NAND and ECC question (first post)

Hi,

My name is Tom Pickard and I'm working on using the Beagle Board to
run some SDR (not GNURadio) applications. I've been experimenting with
running Angstrom from an SD card, but now I'm interested in moving all
the code into NAND since we aren't too hot on using SD for our system.

Following the guide at http://elinux.org/BeagleBoardNAND , I loaded x-
loader, u-boot and the kernel into NAND from the u-boot prompt. I am
still working on getting the file system right, but what I'm wondering
is how the ECC stuff works with NAND. I know that you specify HW/SW
ECC when writing the NAND from u-boot, but what about when writing
from within Linux?

How robust is the HW/SW ECC?

Thanks for your help.

pickard@gmail.com said the following on 03/03/2009 06:31 PM:

Hi,

My name is Tom Pickard and I'm working on using the Beagle Board to
run some SDR (not GNURadio) applications.
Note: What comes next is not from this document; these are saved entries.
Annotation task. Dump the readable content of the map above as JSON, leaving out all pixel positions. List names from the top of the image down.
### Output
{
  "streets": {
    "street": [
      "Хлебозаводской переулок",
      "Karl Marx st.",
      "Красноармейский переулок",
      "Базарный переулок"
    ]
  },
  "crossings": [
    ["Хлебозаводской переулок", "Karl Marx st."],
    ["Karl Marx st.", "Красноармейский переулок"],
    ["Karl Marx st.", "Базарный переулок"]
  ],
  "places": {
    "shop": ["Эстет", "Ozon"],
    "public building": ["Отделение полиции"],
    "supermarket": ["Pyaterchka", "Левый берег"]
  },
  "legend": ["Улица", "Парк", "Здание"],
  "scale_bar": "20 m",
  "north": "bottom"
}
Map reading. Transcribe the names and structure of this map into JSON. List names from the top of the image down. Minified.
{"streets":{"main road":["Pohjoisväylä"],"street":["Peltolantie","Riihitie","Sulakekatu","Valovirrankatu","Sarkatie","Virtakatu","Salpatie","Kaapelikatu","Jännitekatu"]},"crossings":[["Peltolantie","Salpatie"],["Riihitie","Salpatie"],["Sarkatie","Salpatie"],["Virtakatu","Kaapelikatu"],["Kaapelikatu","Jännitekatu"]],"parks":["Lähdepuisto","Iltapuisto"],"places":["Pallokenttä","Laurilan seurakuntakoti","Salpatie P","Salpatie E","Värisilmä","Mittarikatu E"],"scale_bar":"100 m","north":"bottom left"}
I've been experimenting with
running Angstrom from an SD card, but now I'm interested in moving all
the code into NAND since we aren't too hot on using SD for our system.

Following the guide at http://elinux.org/BeagleBoardNAND , I loaded x-
loader, u-boot and the kernel into NAND from the u-boot prompt. I am
still working on getting the file system right, but what I'm wondering
is how the ECC stuff works with NAND. I know that you specify HW/SW
ECC when writing the NAND from u-boot, but what about when writing
from within Linux?

How robust is the HW/SW ECC?

Thanks for your help.

Lets get some concepts:
a) What is ECC? hamming code and it can detect upto 2 bit errors and
correct up to 1 bit errors.
b) on NAND flash, the geometry is as follows:
1 device is divided into n blocks
1 block is divided into m pages
and 1 page is divided into data area and spare area (a.k.a out of band
or oob area)

Now, for 2048 byte data area on NAND,
S/w ecc as implemented in linux and u-boot is for 256 byte. This
essentially means we have 1 bit correction and 2 bit detection for every
256 bytes of data.
h/w ecc as implemented in GPMC is for 512 byes: this means 1 bit
correction and 2 bit detection for every 512 bytes of data.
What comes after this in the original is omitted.